The eminent Victorian Thomas Carlyle famously castigated economics as "the dismal science." The epithet first appeared in his 1849 screed, "Occasional Discourse on the Negro Question"—in which the "humanist" attacked free-market economists for their role in the anti-slavery movement. For Carlyle and "progressives" such as John Ruskin and Charles Dickens, economics was dismal because it sought to replace hierarchy with democracy.

In How the Dismal Science Got Its Name: Classical Economics and the Ur-Text of Racial Politics, David M. Levy revisits the debate between the pro-slavery Victorians and classical liberal abolitionists such as John Stuart Mill. He discusses the notorious case of Jamaica's Gov. John Eyre, who in the 1860s oversaw the beating deaths of hundreds of blacks. The controversy split British intelligentsia, with Carlyle, Ruskin, and Dickens defending Eyre in starkly racist and anti-market terms, while Mill, T.B. Macaulay, and John Bright pushed for prosecution. Levy, an associate professor of economics at George Mason University, spoke with reason Editor-in-Chief Nick Gillespie.
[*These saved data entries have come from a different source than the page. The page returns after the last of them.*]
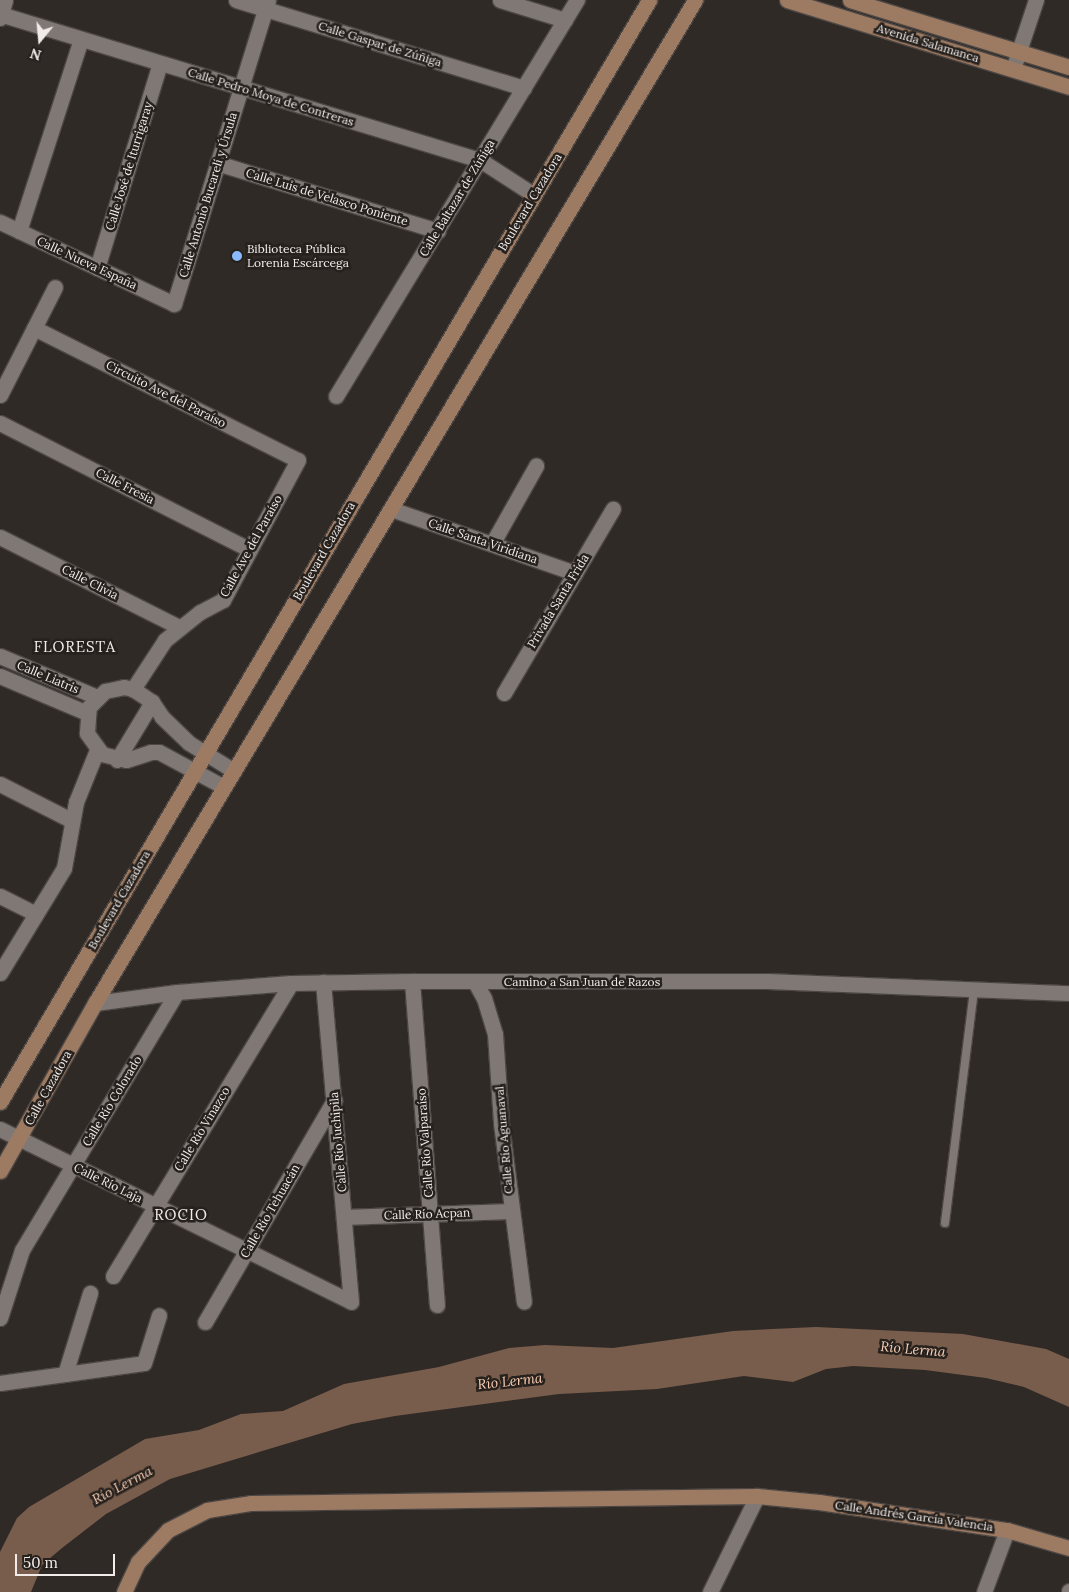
<!DOCTYPE html>
<meta charset="utf-8">
<style>
body{margin:0}
#map{position:relative;width:1069px;height:1592px;overflow:hidden;background:#302a27;font-family:Lora,serif}
div>[style]{position:absolute}
.water>*{inset:0;background:#785d4c}
.roads{filter:drop-shadow(1px 0 #4c4744) drop-shadow(-1px 0 #4c4744) drop-shadow(0 1px #4c4744) drop-shadow(0 -1px #4c4744)}
.lane>*{height:8px;margin:-4px;padding:0 4px;transform-origin:4px;border-radius:4px;background:#7f7874}
.street>*{height:15px;margin:-7.5px;padding:0 7.5px;transform-origin:7.5px;border-radius:7.5px;background:#7f7874}
.secondary>*{height:15px;margin:-7.5px;padding:0 7.5px;transform-origin:7.5px;border-radius:7.5px;background:#9d7a62}
.dots>*{width:14px;height:14px;translate:-50% -50%;box-sizing:border-box;border:2px solid #26211d;border-radius:50%}
span{translate:-50% -50%;white-space:nowrap;text-align:center;line-height:1.15;-webkit-text-stroke:5px #26211d;paint-order:stroke}
.street-label{font-size:12px;color:#f1ecea}
.poi-label{font-size:12px;color:#f1ecea}
.left{translate:0 -50%;text-align:left}
.water-label{font-size:14px;color:#fbd0b6;font-style:italic}
.quarter-label{font-size:15px;color:#f1ecea;letter-spacing:1px}
.north{position:absolute;left:15px;top:15px;width:50px;height:50px;-webkit-text-stroke:4px #26211d;paint-order:stroke;rotate:197deg;font-size:14px;font-weight:700;line-height:20px;text-align:center;color:#f1ecea}
.north::after{content:'';display:block;margin:auto;width:18px;height:22px;background:#f1ecea;clip-path:polygon(50% 0,100% 100%,50% 72%,0 100%)}
.scale{position:absolute;left:15px;top:1554px;width:100px;height:22px;box-sizing:border-box;border:2px solid #f1ecea;border-top:0;padding-left:6px;font-size:15px;line-height:18px;white-space:nowrap;color:#f1ecea;-webkit-text-stroke:4px #26211d;paint-order:stroke}
</style>
<div id="map">
<div class="water">
<div style="clip-path:polygon(816px 1327px,963px 1334px,1046px 1349px,1069px 1359px,1069px 1407px,1024px 1387px,986px 1378px,925px 1370px,853px 1366px,826px 1369px,793px 1382px,744px 1376px,657px 1389px,559px 1394px,395px 1416px,352px 1424px,170px 1479px,106px 1514px,62px 1548px,42px 1565px,31px 1592px,0 1592px,0 1552px,17px 1518px,29px 1507px,145px 1439px,199px 1430px,241px 1414px,283px 1411px,344px 1384px,439px 1367px,509px 1348px,545px 1345px,613px 1348px,733px 1331px)"></div>
</div>
<div class="roads">
<div class="lane">
<div style="left:945px;top:1223px;width:235px;rotate:-82.9deg"></div>
</div>
<div class="street">
<div style="left:236px;top:0;width:301px;rotate:17deg"></div>
<div style="left:500px;top:0;width:68px;rotate:17.1deg"></div>
<div style="left:0;top:14px;width:502px;rotate:16.92deg"></div>
<div style="left:480px;top:160px;width:64px;rotate:32.9deg"></div>
<div style="left:0;top:18px;width:19px;rotate:-74deg"></div>
<div style="left:1013px;top:69px;width:73px;rotate:-71.6deg"></div>
<div style="left:217px;top:163px;width:231px;rotate:17.1deg"></div>
<div style="left:0;top:222px;width:192px;rotate:25.2deg"></div>
<div style="left:174px;top:304px;width:318px;rotate:-72.8deg"></div>
<div style="left:19px;top:231px;width:202px;rotate:-72.1deg"></div>
<div style="left:97px;top:268px;width:214px;rotate:-72.9deg"></div>
<div style="left:34px;top:328px;width:295px;rotate:26.6deg"></div>
<div style="left:298px;top:460px;width:159px;rotate:118.2deg"></div>
<div style="left:223px;top:600px;width:26px;rotate:152deg"></div>
<div style="left:200px;top:612px;width:45px;rotate:141.3deg"></div>
<div style="left:165px;top:640px;width:59px;rotate:123.1deg"></div>
<div style="left:0;top:395px;width:121px;rotate:-63deg"></div>
<div style="left:336px;top:396px;width:464px;rotate:-58.7deg"></div>
<div style="left:0;top:423px;width:280px;rotate:26.9deg"></div>
<div style="left:391px;top:509px;width:195px;rotate:19.2deg"></div>
<div style="left:0;top:537px;width:200px;rotate:26.7deg"></div>
<div style="left:492px;top:544px;width:90px;rotate:-60.6deg"></div>
<div style="left:0;top:656px;width:105px;rotate:22.9deg"></div>
<div style="left:0;top:676px;width:95px;rotate:23deg"></div>
<div style="left:504px;top:693px;width:214px;rotate:-59.4deg"></div>
<div style="left:117px;top:760px;width:68px;rotate:-58.9deg"></div>
<div style="left:0;top:784px;width:80px;rotate:26.9deg"></div>
<div style="left:224px;top:787px;width:74px;rotate:-151.7deg"></div>
<div style="left:159px;top:752px;width:8px;rotate:180deg"></div>
<div style="left:151px;top:752px;width:26px;rotate:162deg"></div>
<div style="left:126px;top:760px;width:25px;rotate:-166deg"></div>
<div style="left:102px;top:754px;width:26px;rotate:-126deg"></div>
<div style="left:87px;top:733px;width:26px;rotate:-86deg"></div>
<div style="left:89px;top:707px;width:23px;rotate:-45deg"></div>
<div style="left:105px;top:691px;width:19px;rotate:-12deg"></div>
<div style="left:124px;top:687px;width:9px;rotate:13deg"></div>
<div style="left:133px;top:689px;width:23px;rotate:34deg"></div>
<div style="left:152px;top:702px;width:18px;rotate:56deg"></div>
<div style="left:162px;top:717px;width:37px;rotate:44deg"></div>
<div style="left:189px;top:743px;width:53px;rotate:31.9deg"></div>
<div style="left:0;top:896px;width:40px;rotate:26.6deg"></div>
<div style="left:0;top:973px;width:123px;rotate:-58.6deg"></div>
<div style="left:64px;top:868px;width:67px;rotate:-79.7deg"></div>
<div style="left:76px;top:802px;width:56px;rotate:-68deg"></div>
<div style="left:412px;top:981px;width:325px;rotate:85.6deg"></div>
<div style="left:323px;top:982px;width:321px;rotate:85deg"></div>
<div style="left:475px;top:982px;width:18px;rotate:61deg"></div>
<div style="left:484px;top:998px;width:38px;rotate:73deg"></div>
<div style="left:495px;top:1034px;width:89px;rotate:86.1deg"></div>
<div style="left:501px;top:1123px;width:180px;rotate:82.7deg"></div>
<div style="left:95px;top:1003px;width:83px;rotate:-7.6deg"></div>
<div style="left:177px;top:992px;width:114px;rotate:-4.5deg"></div>
<div style="left:291px;top:983px;width:121px;rotate:-0.9deg"></div>
<div style="left:412px;top:981px;width:355px"></div>
<div style="left:767px;top:981px;width:302px;rotate:2.3deg"></div>
<div style="left:0;top:1129px;width:391px;rotate:26.2deg"></div>
<div style="left:344px;top:1217px;width:166px;rotate:-2.1deg"></div>
<div style="left:113px;top:1276px;width:343px;rotate:-58.7deg"></div>
<div style="left:0;top:1318px;width:71px;rotate:-72.1deg"></div>
<div style="left:22px;top:1250px;width:301px;rotate:-59deg"></div>
<div style="left:205px;top:1322px;width:257px;rotate:-59.8deg"></div>
<div style="left:65px;top:1374px;width:85px;rotate:-72.8deg"></div>
<div style="left:0;top:1383px;width:145px;rotate:-7.9deg"></div>
<div style="left:144px;top:1363px;width:50px;rotate:-72.6deg"></div>
<div style="left:710px;top:1592px;width:107px;rotate:-63.9deg"></div>
<div style="left:984px;top:1592px;width:66px;rotate:-69.6deg"></div>
<div style="left:1069px;top:1592px;width:1px;rotate:-90deg"></div>
</div>
<div class="secondary">
<div style="left:787px;top:0;width:295px;rotate:17.1deg"></div>
<div style="left:850px;top:0;width:229px;rotate:17deg"></div>
<div style="left:0;top:1102px;width:1279px;rotate:-59.5deg"></div>
<div style="left:0;top:1171px;width:193px;rotate:-60.5deg"></div>
<div style="left:95px;top:1003px;width:1169px;rotate:-59.11deg"></div>
<div style="left:124px;top:1592px;width:33px;rotate:-65deg"></div>
<div style="left:138px;top:1562px;width:44px;rotate:-46.8deg"></div>
<div style="left:168px;top:1530px;width:44px;rotate:-27.1deg"></div>
<div style="left:207px;top:1510px;width:45px;rotate:-9deg"></div>
<div style="left:251px;top:1503px;width:506px;rotate:-0.79deg"></div>
<div style="left:757px;top:1496px;width:62px;rotate:5.5deg"></div>
<div style="left:819px;top:1502px;width:190px;rotate:8.5deg"></div>
<div style="left:1007px;top:1530px;width:65px;rotate:16.2deg"></div>
</div>
</div>
<div class="dots">
<div style="left:237px;top:256px;background:#8bbafc"></div>
</div>
<div class="street-label">
<span style="left:928px;top:43px;rotate:17deg">Avenida Salamanca</span>
<span style="left:380px;top:44px;rotate:17deg">Calle Gaspar de Zúñiga</span>
<span style="left:271px;top:97px;rotate:17deg">Calle Pedro Moya de Contreras</span>
<span style="left:129px;top:166px;rotate:-73deg">Calle José de Iturrigaray</span>
<span style="left:208px;top:195px;rotate:-73deg">Calle Antonio Bucareli y Úrsula</span>
<span style="left:327px;top:197px;rotate:17deg">Calle Luis de Velasco Poniente</span>
<span style="left:457px;top:198px;rotate:-59deg">Calle Baltazar de Zúñiga</span>
<span style="left:530px;top:202px;rotate:-59deg">Boulevard Cazadora</span>
<span style="left:87px;top:263px;rotate:25deg">Calle Nueva España</span>
<span style="left:166px;top:394px;rotate:27deg">Circuito Ave del Paraíso</span>
<span style="left:125px;top:486px;rotate:27deg">Calle Fresia</span>
<span style="left:483px;top:541px;rotate:19deg">Calle Santa Viridiana</span>
<span style="left:251px;top:546px;rotate:-61deg">Calle Ave del Paraíso</span>
<span style="left:324px;top:551px;rotate:-60deg">Boulevard Cazadora</span>
<span style="left:90px;top:582px;rotate:27deg">Calle Clivia</span>
<span style="left:558px;top:601px;rotate:-59deg">Privada Santa Frida</span>
<span style="left:48px;top:677px;rotate:23deg">Calle Liatris</span>
<span style="left:119px;top:900px;rotate:-60deg">Boulevard Cazadora</span>
<span style="left:582px;top:982px">Camino a San Juan de Razos</span>
<span style="left:48px;top:1088px;rotate:-61deg">Calle Cazadora</span>
<span style="left:112px;top:1101px;rotate:-59deg">Calle Río Colorado</span>
<span style="left:202px;top:1129px;rotate:-59deg">Calle Río Vinazco</span>
<span style="left:504px;top:1140px;rotate:-95deg">Calle Río Aguanaval</span>
<span style="left:338px;top:1142px;rotate:-95deg">Calle Río Juchipila</span>
<span style="left:425px;top:1143px;rotate:-94deg">Calle Río Valparaíso</span>
<span style="left:108px;top:1183px;rotate:26deg">Calle Río Laja</span>
<span style="left:270px;top:1211px;rotate:-60deg">Calle Río Tehuacán</span>
<span style="left:427px;top:1214px;rotate:-2deg">Calle Río Acpan</span>
<span style="left:914px;top:1516px;rotate:8deg">Calle Andrés García Valencia</span>
</div>
<div class="poi-label">
<span class="left" style="left:247px;top:256px">Biblioteca Pública<br>Lorenia Escárcega</span>
</div>
<div class="water-label">
<span style="left:913px;top:1349px;rotate:5deg">Río Lerma</span>
<span style="left:510px;top:1381px;rotate:-6deg">Río Lerma</span>
<span style="left:122px;top:1485px;rotate:-28deg">Río Lerma</span>
</div>
<div class="quarter-label">
<span style="left:75px;top:647px">FLORESTA</span>
<span style="left:181px;top:1215px">ROCIO</span>
</div>
<div class="north">N</div>
<div class="scale">50 m</div>
</div>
Q: Explain the significance of your "Ur-text."

A: In his "Occasional Discourse," Carlyle goes after market economists for joining forces with religious types in the anti-slavery movement. Carlyle defended slavery on the grounds that blacks weren't fully human and that slavery could make them more so. If you weren't really a person, he argued, you could be exterminated. Fifteen years later, in the Eyre controversy, blacks were beaten to death with wire whips—and Eyre was defended by many of the leading lights of Victorian society, who also hated markets.

Q: What were the connections between the contempt for markets and defense of slavery?

A: Markets bust hierarchy. Carlyle also coined the term "consumer sovereignty" in 1833. It was a sneering reference to political economist Richard Whately's exchange theory of government, in which policy is viewed as a trade between something like equals. Carlyle's view of the world was that it should be ruled by hierarchy and the worship of heroes. Obedience to the demands of your superiors was everything. The exchange inherent in markets—rather than the command of hierarchy—was anarchy.

Q: Your next project deals with paternalism.

A: My next book, which I'm writing with Sandra J. Peart, explains the link between paternalism and bias against markets. Economists characteristically think people can take care of themselves. But paternalism is very attractive—it's all about warmhearted compassion, right? We're linking paternalism to fears of parasitism: Why is it that wherever you find the belief in a persistent class that paternalists see as victimizers, you find talk about parasites and extermination?